YOUR GOAL: Report every line in the listing below where the string "limit" shows up.

SUPPLIED MATERIAL:
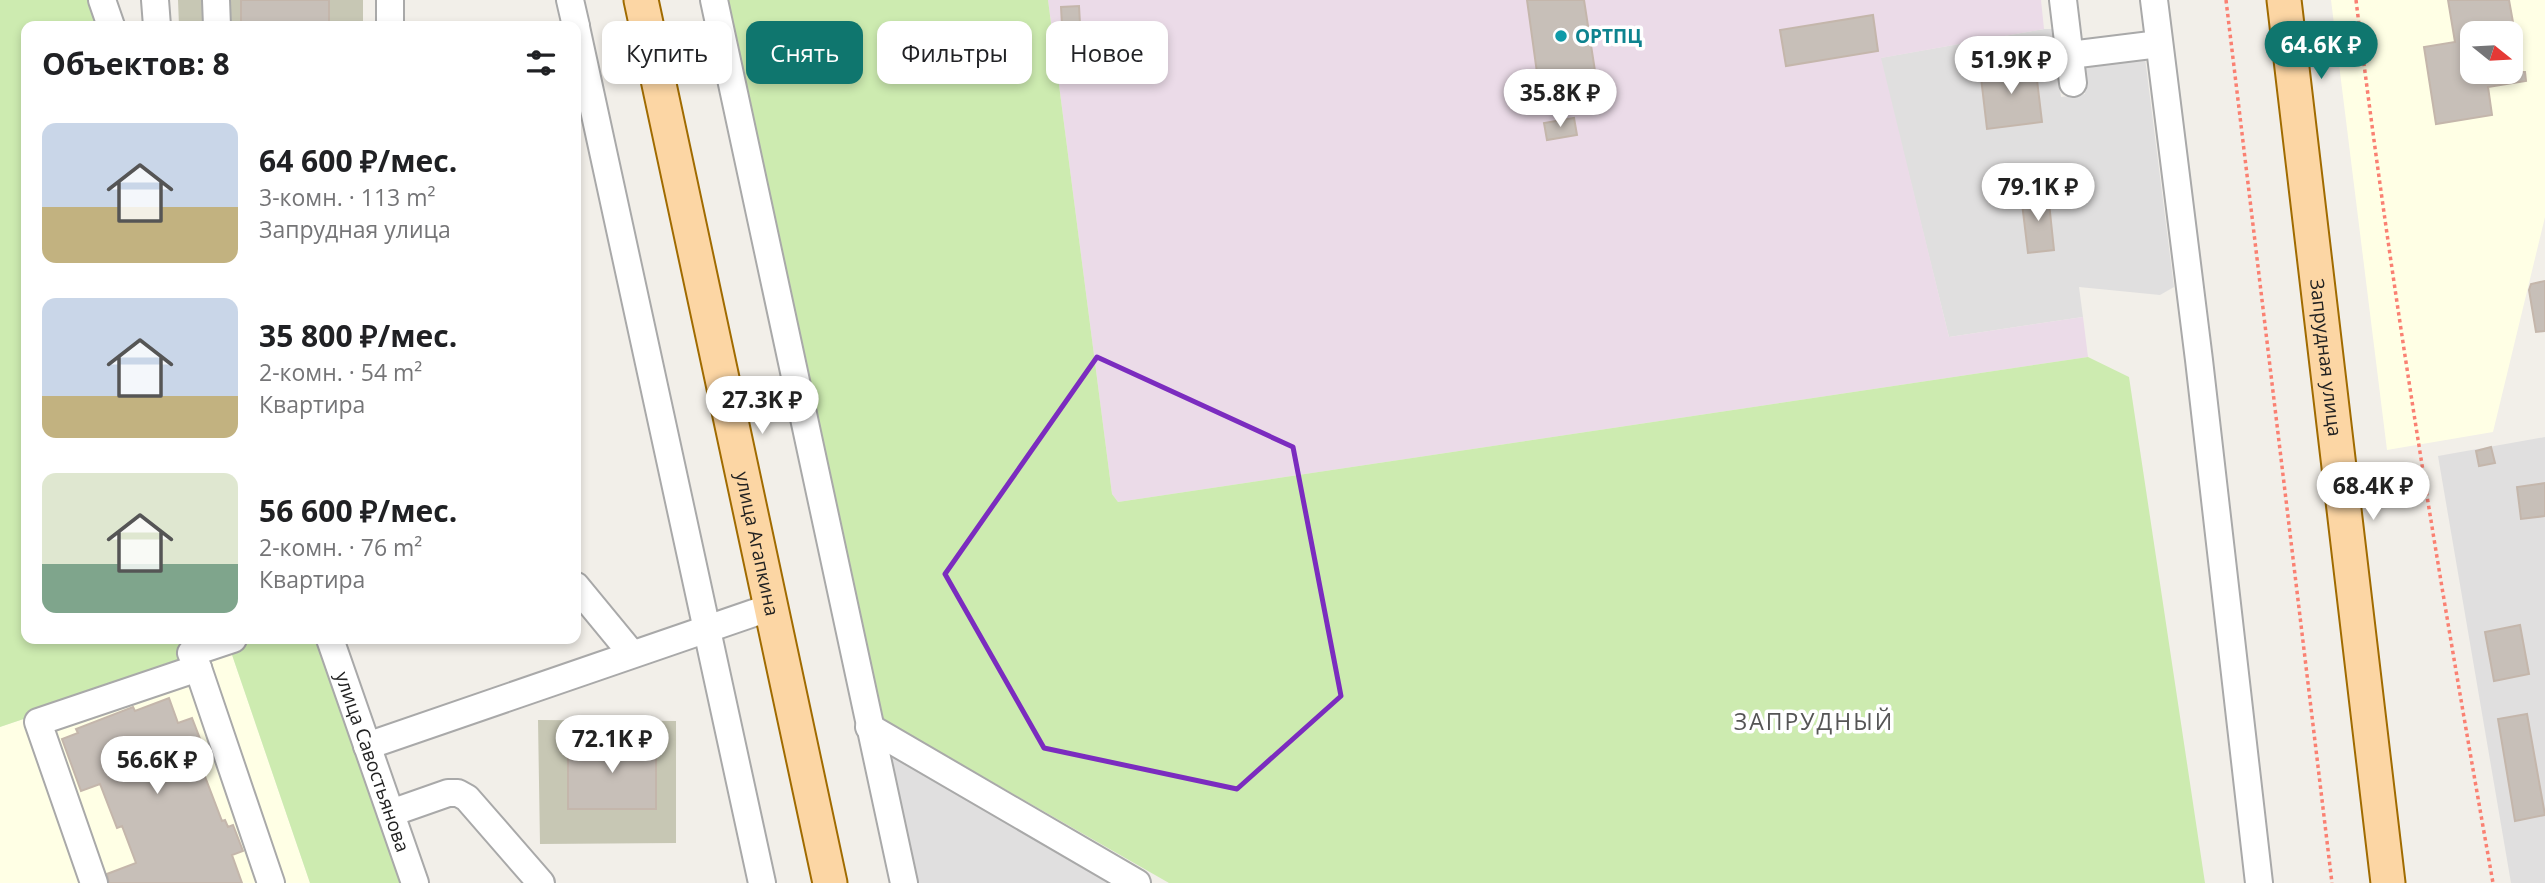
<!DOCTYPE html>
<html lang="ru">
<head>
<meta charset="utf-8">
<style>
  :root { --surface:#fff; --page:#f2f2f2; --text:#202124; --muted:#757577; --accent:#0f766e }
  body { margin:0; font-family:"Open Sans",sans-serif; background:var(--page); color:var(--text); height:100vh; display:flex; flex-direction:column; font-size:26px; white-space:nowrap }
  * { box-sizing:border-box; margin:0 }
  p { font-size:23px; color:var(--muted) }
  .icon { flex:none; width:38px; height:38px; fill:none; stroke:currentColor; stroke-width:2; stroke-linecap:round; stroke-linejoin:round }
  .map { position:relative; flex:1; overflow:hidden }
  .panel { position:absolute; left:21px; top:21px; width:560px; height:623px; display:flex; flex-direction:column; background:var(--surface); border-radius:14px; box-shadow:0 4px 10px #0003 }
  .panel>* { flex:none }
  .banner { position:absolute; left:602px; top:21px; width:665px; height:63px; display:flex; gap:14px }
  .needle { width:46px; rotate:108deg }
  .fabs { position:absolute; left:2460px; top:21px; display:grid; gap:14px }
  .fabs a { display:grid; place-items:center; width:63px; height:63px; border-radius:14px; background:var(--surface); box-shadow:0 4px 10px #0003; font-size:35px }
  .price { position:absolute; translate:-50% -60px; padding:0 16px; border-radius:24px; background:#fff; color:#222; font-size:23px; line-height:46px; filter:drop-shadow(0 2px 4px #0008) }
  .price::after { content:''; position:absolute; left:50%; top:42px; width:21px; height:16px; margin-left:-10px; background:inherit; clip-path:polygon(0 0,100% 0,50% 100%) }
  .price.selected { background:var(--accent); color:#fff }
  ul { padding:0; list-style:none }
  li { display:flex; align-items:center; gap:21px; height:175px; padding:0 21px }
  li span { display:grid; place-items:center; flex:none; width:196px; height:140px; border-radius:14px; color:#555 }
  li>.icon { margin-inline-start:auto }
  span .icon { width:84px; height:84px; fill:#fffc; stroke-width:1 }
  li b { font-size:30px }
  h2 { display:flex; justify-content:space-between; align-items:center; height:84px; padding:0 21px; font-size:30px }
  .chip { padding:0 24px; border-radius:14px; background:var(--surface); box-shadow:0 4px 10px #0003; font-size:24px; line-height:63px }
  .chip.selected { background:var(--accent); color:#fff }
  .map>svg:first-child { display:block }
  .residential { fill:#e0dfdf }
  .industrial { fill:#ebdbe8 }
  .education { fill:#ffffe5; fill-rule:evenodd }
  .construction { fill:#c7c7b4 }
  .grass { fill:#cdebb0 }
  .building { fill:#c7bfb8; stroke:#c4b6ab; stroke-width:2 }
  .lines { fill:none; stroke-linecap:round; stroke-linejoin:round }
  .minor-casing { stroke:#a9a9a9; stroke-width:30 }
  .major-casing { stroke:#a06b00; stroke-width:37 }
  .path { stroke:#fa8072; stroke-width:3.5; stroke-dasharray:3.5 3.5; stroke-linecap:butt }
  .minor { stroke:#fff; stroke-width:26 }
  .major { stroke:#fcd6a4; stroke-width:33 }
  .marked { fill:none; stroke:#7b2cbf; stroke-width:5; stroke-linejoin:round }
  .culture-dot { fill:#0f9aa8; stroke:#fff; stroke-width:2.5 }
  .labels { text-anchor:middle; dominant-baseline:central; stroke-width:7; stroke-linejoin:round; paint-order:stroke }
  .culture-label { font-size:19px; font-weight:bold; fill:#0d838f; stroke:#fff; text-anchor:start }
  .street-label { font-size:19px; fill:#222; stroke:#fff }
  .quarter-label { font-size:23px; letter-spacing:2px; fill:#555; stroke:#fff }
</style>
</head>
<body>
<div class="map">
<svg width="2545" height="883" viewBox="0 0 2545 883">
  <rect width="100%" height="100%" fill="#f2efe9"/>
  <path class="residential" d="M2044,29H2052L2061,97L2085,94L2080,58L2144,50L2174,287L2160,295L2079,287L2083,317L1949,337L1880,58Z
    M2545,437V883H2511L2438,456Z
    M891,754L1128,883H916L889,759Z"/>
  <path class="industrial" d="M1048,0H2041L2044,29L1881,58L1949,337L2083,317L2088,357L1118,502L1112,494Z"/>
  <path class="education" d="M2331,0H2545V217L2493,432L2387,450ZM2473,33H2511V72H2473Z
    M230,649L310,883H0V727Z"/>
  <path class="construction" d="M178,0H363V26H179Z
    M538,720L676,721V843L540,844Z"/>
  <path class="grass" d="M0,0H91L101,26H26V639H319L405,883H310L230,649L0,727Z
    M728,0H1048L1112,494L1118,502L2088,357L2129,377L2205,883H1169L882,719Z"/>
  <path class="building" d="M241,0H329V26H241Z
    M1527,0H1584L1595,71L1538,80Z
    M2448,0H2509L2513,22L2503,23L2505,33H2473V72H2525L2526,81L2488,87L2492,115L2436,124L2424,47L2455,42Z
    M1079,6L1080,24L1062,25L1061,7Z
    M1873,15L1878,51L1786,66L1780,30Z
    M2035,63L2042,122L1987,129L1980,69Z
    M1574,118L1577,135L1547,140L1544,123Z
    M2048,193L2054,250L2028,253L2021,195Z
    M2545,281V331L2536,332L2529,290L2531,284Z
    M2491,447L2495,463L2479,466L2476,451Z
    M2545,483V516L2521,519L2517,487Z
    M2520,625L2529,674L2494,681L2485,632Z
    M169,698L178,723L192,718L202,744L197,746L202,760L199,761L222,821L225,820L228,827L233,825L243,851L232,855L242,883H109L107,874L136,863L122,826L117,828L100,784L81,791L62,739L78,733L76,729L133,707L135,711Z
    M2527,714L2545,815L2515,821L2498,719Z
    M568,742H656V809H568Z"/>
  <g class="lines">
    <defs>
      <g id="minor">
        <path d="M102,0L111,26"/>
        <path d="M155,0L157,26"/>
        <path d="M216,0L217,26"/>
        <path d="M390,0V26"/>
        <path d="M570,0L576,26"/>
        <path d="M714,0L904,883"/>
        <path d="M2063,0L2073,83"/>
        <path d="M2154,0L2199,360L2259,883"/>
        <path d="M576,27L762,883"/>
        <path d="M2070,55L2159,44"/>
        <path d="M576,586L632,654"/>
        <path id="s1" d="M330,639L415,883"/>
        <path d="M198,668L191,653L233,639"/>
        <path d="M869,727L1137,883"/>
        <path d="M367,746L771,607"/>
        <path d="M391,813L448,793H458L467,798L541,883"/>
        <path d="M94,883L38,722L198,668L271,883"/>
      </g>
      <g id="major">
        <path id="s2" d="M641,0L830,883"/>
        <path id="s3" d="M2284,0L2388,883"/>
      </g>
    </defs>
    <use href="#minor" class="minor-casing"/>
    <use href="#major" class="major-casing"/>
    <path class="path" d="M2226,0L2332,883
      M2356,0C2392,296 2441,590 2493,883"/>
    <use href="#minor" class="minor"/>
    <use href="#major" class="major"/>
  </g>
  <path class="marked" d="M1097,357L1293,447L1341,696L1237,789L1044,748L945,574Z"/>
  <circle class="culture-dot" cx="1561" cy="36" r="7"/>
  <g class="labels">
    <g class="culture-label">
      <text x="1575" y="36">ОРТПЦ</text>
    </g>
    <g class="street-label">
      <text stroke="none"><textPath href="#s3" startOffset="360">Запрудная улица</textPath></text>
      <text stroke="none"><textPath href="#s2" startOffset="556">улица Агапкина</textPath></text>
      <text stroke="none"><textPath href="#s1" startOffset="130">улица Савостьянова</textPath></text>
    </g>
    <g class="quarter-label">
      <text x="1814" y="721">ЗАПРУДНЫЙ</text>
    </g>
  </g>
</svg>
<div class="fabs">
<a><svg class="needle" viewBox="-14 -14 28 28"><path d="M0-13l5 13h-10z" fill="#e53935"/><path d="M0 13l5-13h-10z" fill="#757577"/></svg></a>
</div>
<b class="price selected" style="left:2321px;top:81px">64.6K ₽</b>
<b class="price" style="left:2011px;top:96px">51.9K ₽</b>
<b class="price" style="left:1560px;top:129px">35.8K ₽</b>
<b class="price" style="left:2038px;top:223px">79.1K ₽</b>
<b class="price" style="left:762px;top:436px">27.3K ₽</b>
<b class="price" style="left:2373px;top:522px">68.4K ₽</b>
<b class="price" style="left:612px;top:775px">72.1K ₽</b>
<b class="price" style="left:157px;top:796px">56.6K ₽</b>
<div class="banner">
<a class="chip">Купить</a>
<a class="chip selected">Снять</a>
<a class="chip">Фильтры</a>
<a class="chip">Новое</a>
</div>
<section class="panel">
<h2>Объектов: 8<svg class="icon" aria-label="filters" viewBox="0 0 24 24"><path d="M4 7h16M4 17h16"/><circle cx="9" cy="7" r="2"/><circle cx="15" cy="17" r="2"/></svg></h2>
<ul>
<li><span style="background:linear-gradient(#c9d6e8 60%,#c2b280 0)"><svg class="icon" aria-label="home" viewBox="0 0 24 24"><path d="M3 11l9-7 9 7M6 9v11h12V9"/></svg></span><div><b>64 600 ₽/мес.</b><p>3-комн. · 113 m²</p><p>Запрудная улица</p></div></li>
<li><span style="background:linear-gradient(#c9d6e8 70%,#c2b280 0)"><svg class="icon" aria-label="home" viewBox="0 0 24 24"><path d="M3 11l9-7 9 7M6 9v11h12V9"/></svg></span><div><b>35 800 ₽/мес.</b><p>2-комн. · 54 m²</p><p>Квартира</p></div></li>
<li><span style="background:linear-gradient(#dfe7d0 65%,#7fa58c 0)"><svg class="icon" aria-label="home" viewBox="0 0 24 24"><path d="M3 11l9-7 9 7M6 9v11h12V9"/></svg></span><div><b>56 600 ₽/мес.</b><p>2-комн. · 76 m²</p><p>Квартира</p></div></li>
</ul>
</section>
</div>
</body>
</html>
--
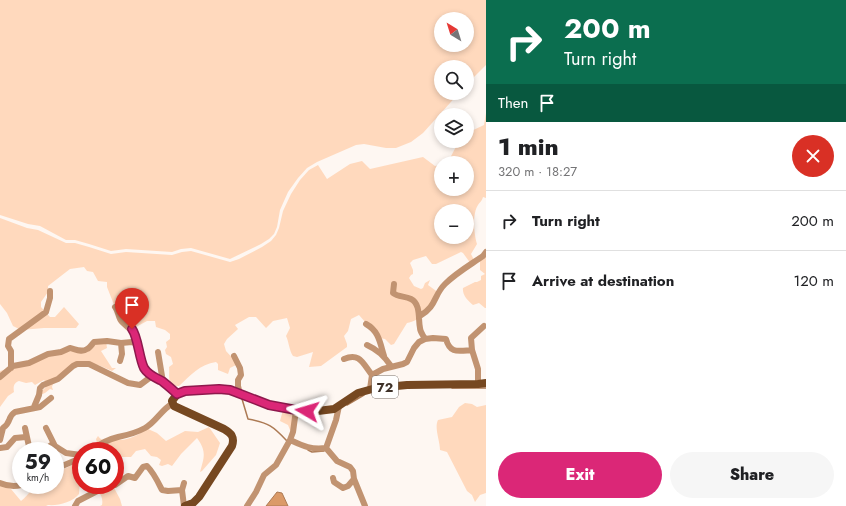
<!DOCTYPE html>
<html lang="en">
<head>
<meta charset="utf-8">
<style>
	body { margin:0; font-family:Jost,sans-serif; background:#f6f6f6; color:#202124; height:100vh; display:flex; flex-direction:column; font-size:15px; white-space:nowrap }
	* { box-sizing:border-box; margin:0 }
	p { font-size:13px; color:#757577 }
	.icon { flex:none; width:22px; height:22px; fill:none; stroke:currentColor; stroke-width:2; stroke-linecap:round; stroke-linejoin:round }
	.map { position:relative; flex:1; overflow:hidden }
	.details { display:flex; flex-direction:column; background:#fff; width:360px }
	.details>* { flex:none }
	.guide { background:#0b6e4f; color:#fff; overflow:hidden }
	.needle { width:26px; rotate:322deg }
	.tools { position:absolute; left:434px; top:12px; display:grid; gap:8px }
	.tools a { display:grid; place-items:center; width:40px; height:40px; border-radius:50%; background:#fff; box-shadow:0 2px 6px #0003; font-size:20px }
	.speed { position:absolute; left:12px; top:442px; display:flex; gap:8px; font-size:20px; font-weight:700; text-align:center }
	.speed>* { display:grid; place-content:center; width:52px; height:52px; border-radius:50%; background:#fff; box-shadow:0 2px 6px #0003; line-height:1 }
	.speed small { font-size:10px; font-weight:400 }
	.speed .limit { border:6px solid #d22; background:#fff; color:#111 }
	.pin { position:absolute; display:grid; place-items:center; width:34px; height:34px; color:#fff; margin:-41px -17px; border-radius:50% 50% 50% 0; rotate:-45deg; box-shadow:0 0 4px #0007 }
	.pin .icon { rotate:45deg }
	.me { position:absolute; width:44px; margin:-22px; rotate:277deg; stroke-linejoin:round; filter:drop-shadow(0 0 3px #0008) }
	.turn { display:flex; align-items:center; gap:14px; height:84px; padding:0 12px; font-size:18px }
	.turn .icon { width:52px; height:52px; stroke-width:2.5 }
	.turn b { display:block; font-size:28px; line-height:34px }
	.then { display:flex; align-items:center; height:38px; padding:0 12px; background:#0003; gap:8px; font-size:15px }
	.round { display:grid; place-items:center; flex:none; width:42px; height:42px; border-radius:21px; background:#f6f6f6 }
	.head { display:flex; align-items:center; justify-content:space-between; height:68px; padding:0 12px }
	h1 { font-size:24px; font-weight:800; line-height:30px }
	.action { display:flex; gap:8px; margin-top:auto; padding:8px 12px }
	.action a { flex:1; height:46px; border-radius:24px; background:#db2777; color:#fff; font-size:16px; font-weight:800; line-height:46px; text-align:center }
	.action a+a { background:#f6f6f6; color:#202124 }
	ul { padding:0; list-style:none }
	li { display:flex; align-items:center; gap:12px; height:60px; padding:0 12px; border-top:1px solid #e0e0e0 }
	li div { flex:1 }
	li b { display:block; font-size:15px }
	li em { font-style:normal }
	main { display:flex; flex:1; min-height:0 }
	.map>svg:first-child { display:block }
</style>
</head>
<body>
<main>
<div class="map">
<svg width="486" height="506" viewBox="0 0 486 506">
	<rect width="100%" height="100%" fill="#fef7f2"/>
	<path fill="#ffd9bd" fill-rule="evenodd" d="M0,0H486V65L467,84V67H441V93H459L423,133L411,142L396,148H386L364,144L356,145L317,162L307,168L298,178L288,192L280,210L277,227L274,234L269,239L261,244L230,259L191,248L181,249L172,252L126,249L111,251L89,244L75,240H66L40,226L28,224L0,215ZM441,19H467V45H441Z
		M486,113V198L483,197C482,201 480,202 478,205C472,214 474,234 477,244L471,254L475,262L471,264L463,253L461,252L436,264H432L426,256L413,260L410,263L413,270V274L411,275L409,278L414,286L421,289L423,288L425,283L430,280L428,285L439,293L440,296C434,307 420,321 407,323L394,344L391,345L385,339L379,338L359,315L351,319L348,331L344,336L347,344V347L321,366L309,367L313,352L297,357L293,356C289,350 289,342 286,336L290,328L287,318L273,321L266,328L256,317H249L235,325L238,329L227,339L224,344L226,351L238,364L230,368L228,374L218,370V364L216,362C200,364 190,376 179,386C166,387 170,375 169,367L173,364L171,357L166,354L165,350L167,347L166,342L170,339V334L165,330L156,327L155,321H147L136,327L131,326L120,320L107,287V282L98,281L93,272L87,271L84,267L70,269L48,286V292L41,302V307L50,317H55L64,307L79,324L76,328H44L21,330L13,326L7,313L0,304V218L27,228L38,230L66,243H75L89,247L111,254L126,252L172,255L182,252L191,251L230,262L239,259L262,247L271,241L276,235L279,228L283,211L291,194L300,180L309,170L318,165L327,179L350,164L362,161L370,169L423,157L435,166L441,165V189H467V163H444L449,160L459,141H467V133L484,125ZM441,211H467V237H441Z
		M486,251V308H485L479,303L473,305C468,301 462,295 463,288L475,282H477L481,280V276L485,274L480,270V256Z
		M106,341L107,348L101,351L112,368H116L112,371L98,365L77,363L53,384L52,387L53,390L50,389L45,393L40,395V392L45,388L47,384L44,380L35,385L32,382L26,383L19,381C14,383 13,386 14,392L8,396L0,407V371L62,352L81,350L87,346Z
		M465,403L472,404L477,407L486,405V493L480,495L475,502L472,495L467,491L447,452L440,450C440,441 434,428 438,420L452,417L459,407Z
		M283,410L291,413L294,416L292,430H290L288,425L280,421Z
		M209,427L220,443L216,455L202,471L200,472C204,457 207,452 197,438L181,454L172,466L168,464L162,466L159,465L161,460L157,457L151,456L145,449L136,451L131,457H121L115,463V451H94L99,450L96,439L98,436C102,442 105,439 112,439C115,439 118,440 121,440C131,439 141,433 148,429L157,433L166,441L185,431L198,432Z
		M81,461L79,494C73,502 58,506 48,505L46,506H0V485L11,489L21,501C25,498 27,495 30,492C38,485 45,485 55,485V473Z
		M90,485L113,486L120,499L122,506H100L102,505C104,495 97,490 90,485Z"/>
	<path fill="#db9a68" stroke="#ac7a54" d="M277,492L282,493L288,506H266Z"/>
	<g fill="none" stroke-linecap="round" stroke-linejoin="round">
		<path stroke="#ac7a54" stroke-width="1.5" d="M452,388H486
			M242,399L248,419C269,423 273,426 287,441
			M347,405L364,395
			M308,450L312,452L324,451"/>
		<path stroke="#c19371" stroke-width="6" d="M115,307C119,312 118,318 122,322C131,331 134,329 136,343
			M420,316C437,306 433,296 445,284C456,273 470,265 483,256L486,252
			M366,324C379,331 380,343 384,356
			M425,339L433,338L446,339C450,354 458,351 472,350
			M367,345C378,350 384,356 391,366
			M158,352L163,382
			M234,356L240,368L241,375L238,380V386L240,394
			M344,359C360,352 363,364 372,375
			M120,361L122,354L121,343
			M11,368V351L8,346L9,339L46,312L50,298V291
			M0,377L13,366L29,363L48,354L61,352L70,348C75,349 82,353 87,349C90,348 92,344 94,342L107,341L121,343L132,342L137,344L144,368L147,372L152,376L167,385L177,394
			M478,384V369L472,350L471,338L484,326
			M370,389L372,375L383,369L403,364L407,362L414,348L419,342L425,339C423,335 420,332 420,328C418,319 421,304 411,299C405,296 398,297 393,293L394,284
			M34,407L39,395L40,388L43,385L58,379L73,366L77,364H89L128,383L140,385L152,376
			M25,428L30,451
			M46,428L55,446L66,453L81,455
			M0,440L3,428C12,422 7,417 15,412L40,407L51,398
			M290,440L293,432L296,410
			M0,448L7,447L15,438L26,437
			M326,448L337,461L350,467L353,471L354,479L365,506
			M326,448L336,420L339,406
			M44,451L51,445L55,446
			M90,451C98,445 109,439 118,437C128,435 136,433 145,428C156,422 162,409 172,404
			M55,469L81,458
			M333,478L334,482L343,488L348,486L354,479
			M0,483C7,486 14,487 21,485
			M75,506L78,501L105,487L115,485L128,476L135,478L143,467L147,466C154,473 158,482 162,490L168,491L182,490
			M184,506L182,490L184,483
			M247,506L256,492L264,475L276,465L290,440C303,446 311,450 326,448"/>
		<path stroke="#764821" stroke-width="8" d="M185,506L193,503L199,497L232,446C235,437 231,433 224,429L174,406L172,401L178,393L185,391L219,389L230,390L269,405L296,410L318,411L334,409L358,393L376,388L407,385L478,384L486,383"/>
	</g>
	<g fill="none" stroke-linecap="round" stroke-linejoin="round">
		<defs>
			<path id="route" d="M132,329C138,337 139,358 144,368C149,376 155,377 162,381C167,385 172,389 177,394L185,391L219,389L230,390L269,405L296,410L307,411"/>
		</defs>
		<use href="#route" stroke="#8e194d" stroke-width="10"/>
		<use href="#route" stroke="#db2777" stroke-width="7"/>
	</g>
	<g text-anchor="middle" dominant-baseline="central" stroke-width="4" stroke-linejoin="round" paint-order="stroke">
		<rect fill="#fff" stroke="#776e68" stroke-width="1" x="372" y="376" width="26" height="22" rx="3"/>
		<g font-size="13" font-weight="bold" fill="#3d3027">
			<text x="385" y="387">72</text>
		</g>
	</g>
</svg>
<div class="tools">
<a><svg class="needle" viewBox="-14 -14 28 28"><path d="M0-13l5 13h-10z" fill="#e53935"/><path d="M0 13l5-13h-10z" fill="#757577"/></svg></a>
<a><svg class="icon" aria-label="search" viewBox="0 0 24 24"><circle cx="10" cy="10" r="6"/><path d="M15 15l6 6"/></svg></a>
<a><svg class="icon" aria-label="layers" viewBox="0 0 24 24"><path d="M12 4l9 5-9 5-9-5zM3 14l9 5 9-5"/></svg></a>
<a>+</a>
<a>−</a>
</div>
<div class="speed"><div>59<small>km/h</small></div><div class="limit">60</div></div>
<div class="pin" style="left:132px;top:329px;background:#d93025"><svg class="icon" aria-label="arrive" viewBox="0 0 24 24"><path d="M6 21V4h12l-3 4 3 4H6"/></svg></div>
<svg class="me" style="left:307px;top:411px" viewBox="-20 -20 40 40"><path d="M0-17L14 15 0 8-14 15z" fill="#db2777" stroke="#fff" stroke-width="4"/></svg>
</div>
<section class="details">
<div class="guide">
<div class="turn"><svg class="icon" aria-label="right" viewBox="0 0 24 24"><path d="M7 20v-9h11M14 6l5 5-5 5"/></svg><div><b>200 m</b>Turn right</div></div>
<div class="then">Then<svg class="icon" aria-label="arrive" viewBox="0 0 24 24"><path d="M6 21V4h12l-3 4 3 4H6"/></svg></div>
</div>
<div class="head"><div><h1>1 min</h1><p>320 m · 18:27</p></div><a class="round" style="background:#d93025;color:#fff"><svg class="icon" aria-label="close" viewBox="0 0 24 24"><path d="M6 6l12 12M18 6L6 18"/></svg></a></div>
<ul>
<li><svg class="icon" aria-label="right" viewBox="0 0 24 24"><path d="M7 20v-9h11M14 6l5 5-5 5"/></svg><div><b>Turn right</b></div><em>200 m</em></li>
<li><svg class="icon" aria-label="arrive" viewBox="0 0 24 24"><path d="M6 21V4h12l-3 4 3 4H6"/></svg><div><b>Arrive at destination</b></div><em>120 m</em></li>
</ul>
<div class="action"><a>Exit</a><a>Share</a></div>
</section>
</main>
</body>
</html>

ANSWER AREA:
	.speed .limit { border:6px solid #d22; background:#fff; color:#111 }
<div class="speed"><div>59<small>km/h</small></div><div class="limit">60</div></div>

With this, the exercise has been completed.